● Information supplied:

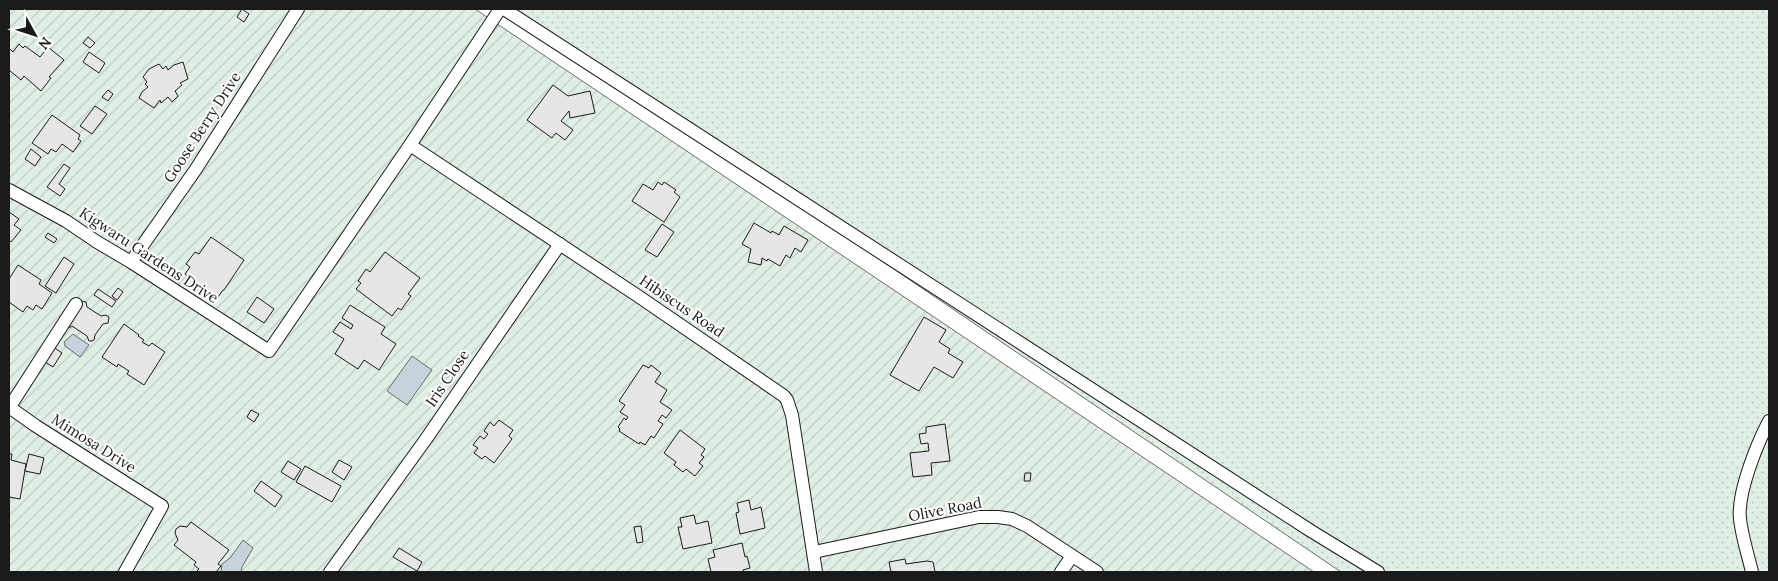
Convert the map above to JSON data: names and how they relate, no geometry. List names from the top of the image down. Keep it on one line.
{"streets":{"street":["Goose Berry Drive","Kigwaru Gardens Drive","Hibiscus Road","Iris Close","Mimosa Drive","Olive Road"]},"crossings":[["Goose Berry Drive","Kigwaru Gardens Drive"],["Kigwaru Gardens Drive","Hibiscus Road"],["Hibiscus Road","Iris Close"],["Hibiscus Road","Olive Road"]],"north":"bottom right"}
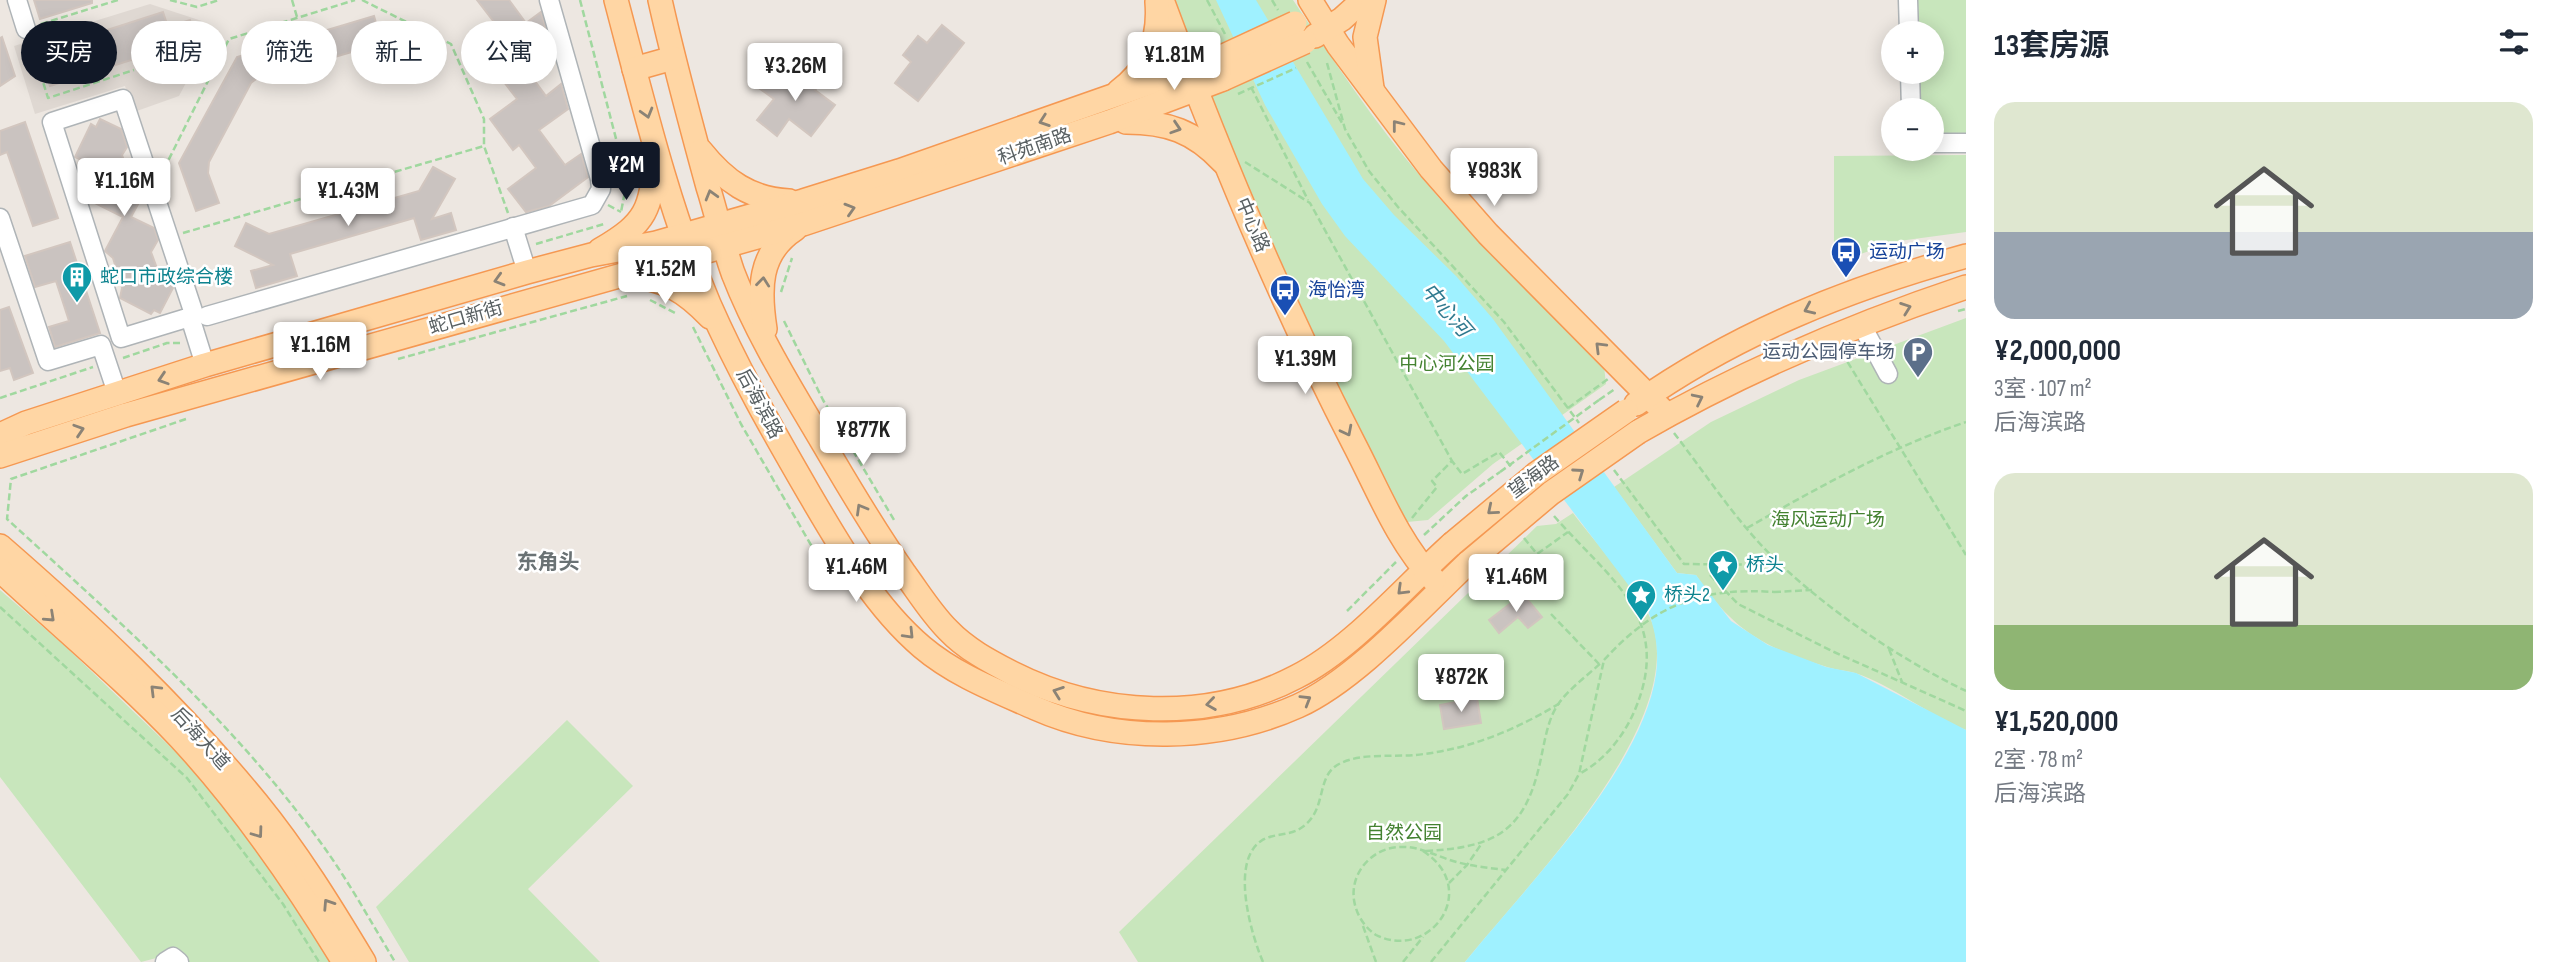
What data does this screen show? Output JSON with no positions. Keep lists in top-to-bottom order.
{
  "streets": {
    "main road": [
      "科苑南路",
      "中心路",
      "蛇口新街",
      "后海滨路",
      "望海路",
      "后海大道"
    ]
  },
  "crossings": [
    ["科苑南路", "中心路"],
    ["科苑南路", "蛇口新街"],
    ["科苑南路", "后海滨路"],
    ["中心路", "望海路"],
    ["蛇口新街", "后海滨路"],
    ["后海滨路", "望海路"]
  ],
  "districts": ["东角头"],
  "water": ["中心河"],
  "parks": ["中心河公园", "海风运动广场", "自然公园"],
  "places": {
    "bus stop": ["运动广场", "海怡湾"],
    "building": ["蛇口市政综合楼"],
    "parking": ["运动公园停车场"],
    "place": ["桥头", "桥头2"]
  },
  "page": {
    "heading": "13套房源",
    "map_buttons": ["+", "−"],
    "chip": [
      "买房",
      "租房",
      "筛选",
      "新上",
      "公寓"
    ],
    "price": [
      "¥1.81M",
      "¥3.26M",
      "¥2M",
      "¥983K",
      "¥1.16M",
      "¥1.43M",
      "¥1.52M",
      "¥1.16M",
      "¥1.39M",
      "¥877K",
      "¥1.46M",
      "¥1.46M",
      "¥872K"
    ],
    "list": [
      {
        "name": "¥2,000,000",
        "note": "3室 · 107 m² · 后海滨路"
      },
      {
        "name": "¥1,520,000",
        "note": "2室 · 78 m² · 后海滨路"
      }
    ]
  }
}
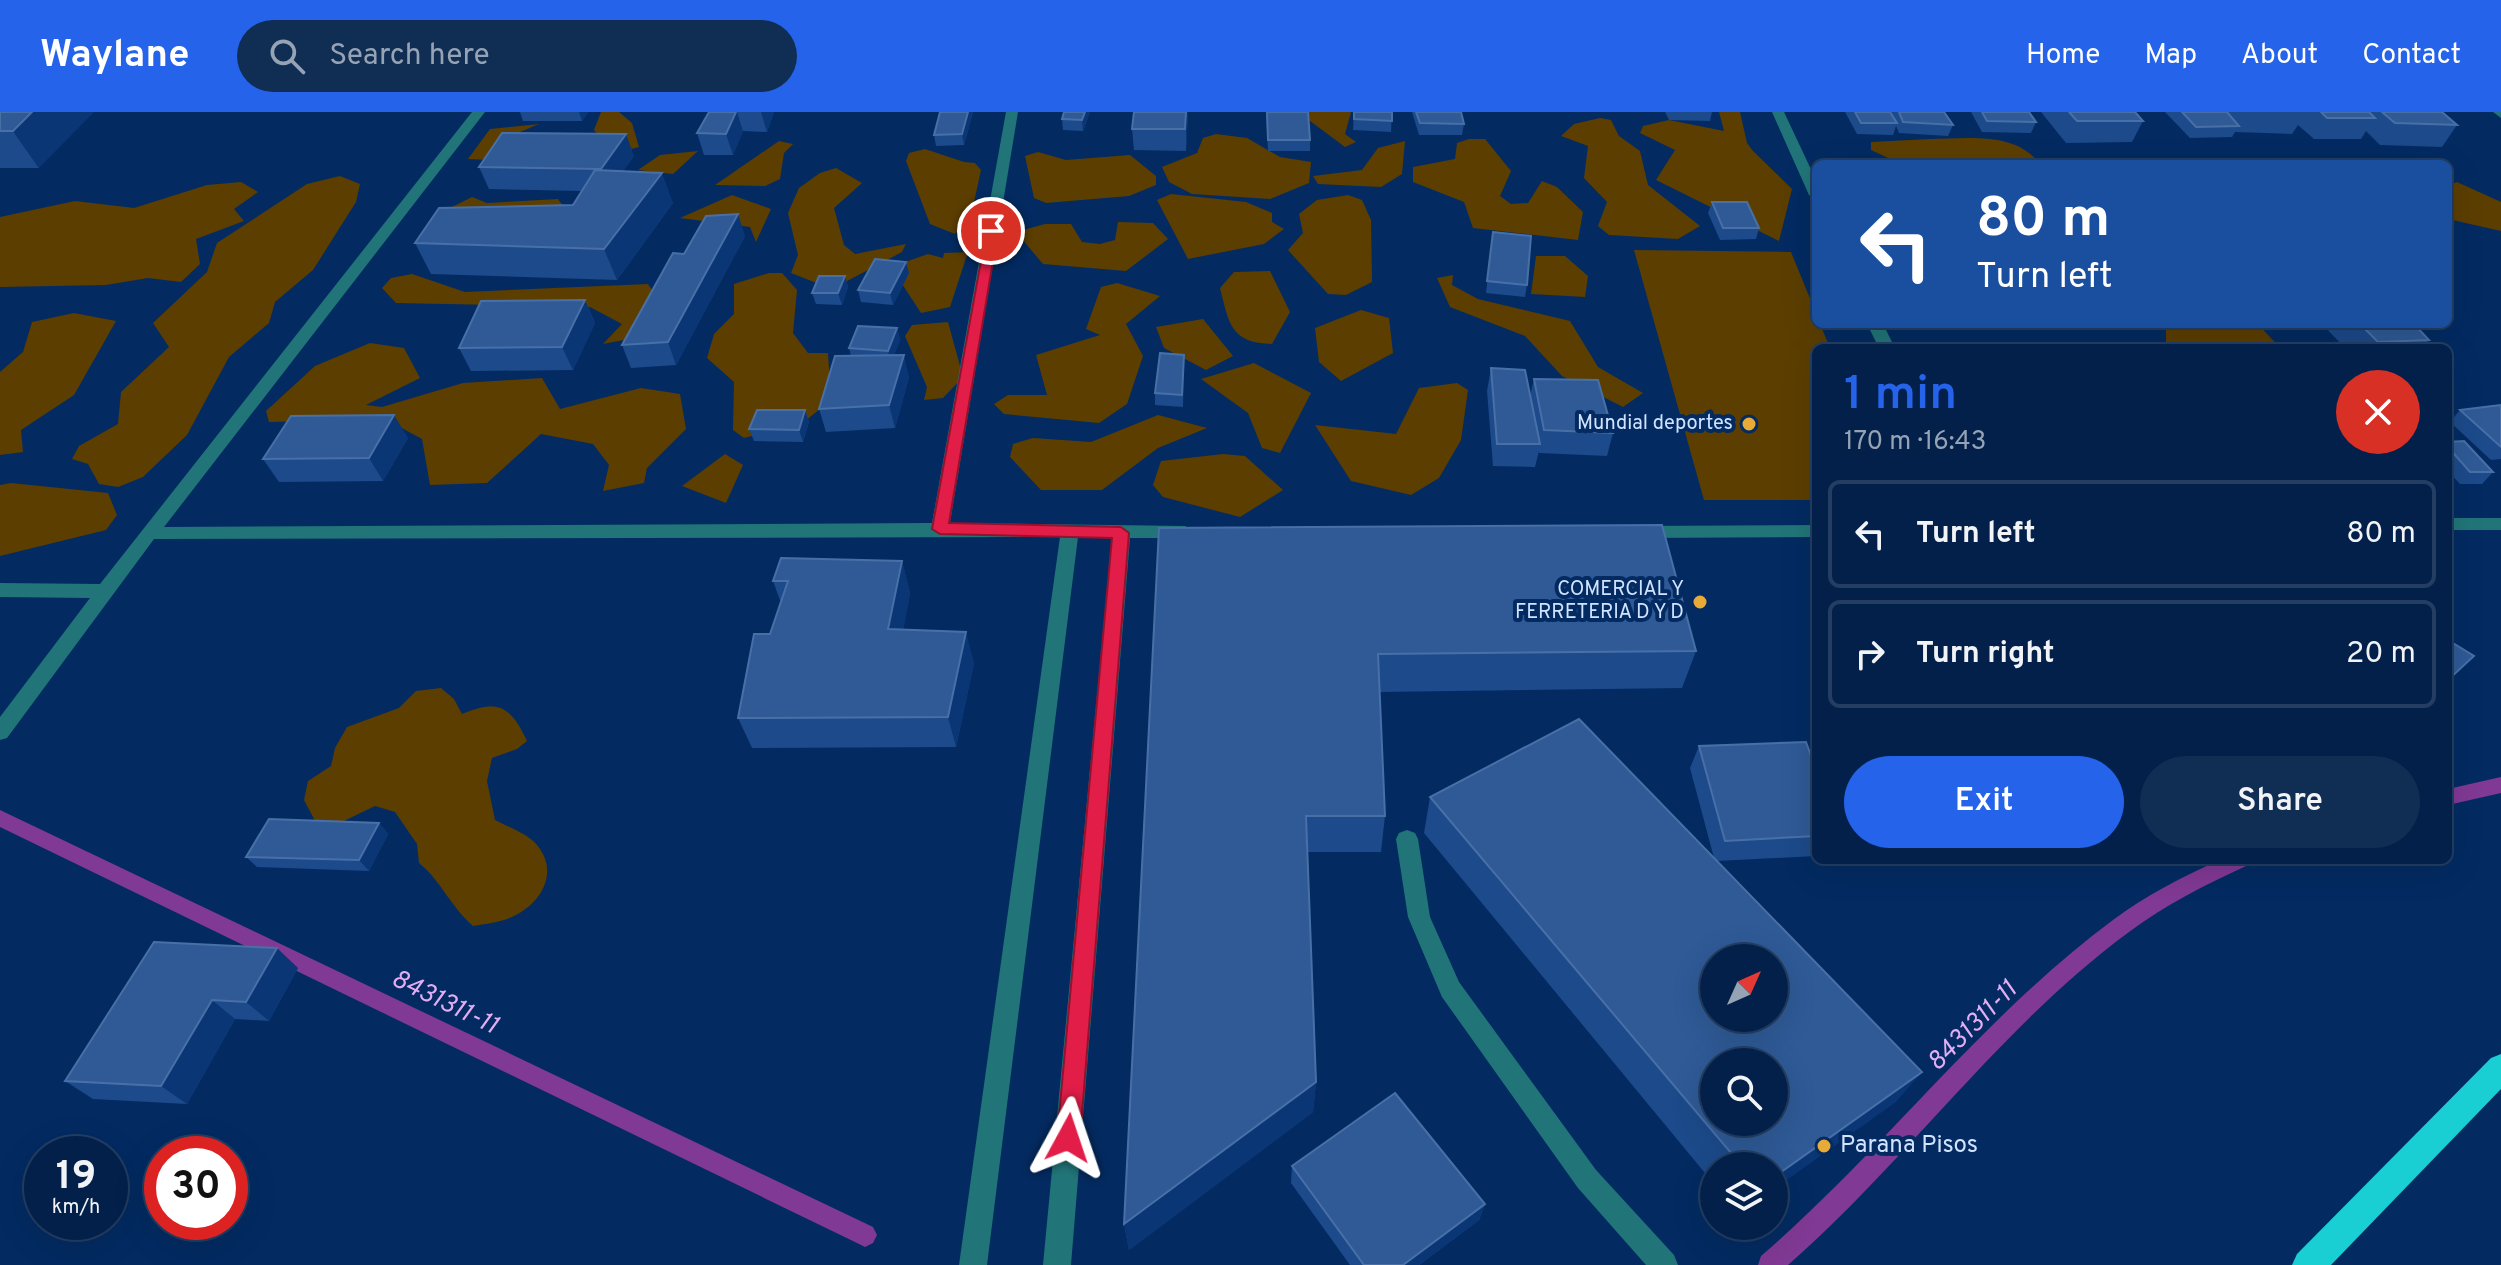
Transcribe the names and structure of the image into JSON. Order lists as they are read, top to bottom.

● Task brief: Write the listing out a second time exactly, dropping all images.

● Reply:
Convert the map above to JSON data: names and how they relate, no geometry. List names from the top of the image down. Keep it on one line.
{"streets":{"street":["Goose Berry Drive","Kigwaru Gardens Drive","Hibiscus Road","Iris Close","Mimosa Drive","Olive Road"]},"crossings":[["Goose Berry Drive","Kigwaru Gardens Drive"],["Kigwaru Gardens Drive","Hibiscus Road"],["Hibiscus Road","Iris Close"],["Hibiscus Road","Olive Road"]],"north":"bottom right"}
What data does this screen show? Output JSON with no positions. Keep lists in top-to-bottom order.
{
  "streets": {
    "main road": [
      "科苑南路",
      "中心路",
      "蛇口新街",
      "后海滨路",
      "望海路",
      "后海大道"
    ]
  },
  "crossings": [
    ["科苑南路", "中心路"],
    ["科苑南路", "蛇口新街"],
    ["科苑南路", "后海滨路"],
    ["中心路", "望海路"],
    ["蛇口新街", "后海滨路"],
    ["后海滨路", "望海路"]
  ],
  "districts": ["东角头"],
  "water": ["中心河"],
  "parks": ["中心河公园", "海风运动广场", "自然公园"],
  "places": {
    "bus stop": ["运动广场", "海怡湾"],
    "building": ["蛇口市政综合楼"],
    "parking": ["运动公园停车场"],
    "place": ["桥头", "桥头2"]
  },
  "page": {
    "heading": "13套房源",
    "map_buttons": ["+", "−"],
    "chip": [
      "买房",
      "租房",
      "筛选",
      "新上",
      "公寓"
    ],
    "price": [
      "¥1.81M",
      "¥3.26M",
      "¥2M",
      "¥983K",
      "¥1.16M",
      "¥1.43M",
      "¥1.52M",
      "¥1.16M",
      "¥1.39M",
      "¥877K",
      "¥1.46M",
      "¥1.46M",
      "¥872K"
    ],
    "list": [
      {
        "name": "¥2,000,000",
        "note": "3室 · 107 m² · 后海滨路"
      },
      {
        "name": "¥1,520,000",
        "note": "2室 · 78 m² · 后海滨路"
      }
    ]
  }
}
Transcribe the names and structure of the image into JSON. Order lists as they are read, top to bottom.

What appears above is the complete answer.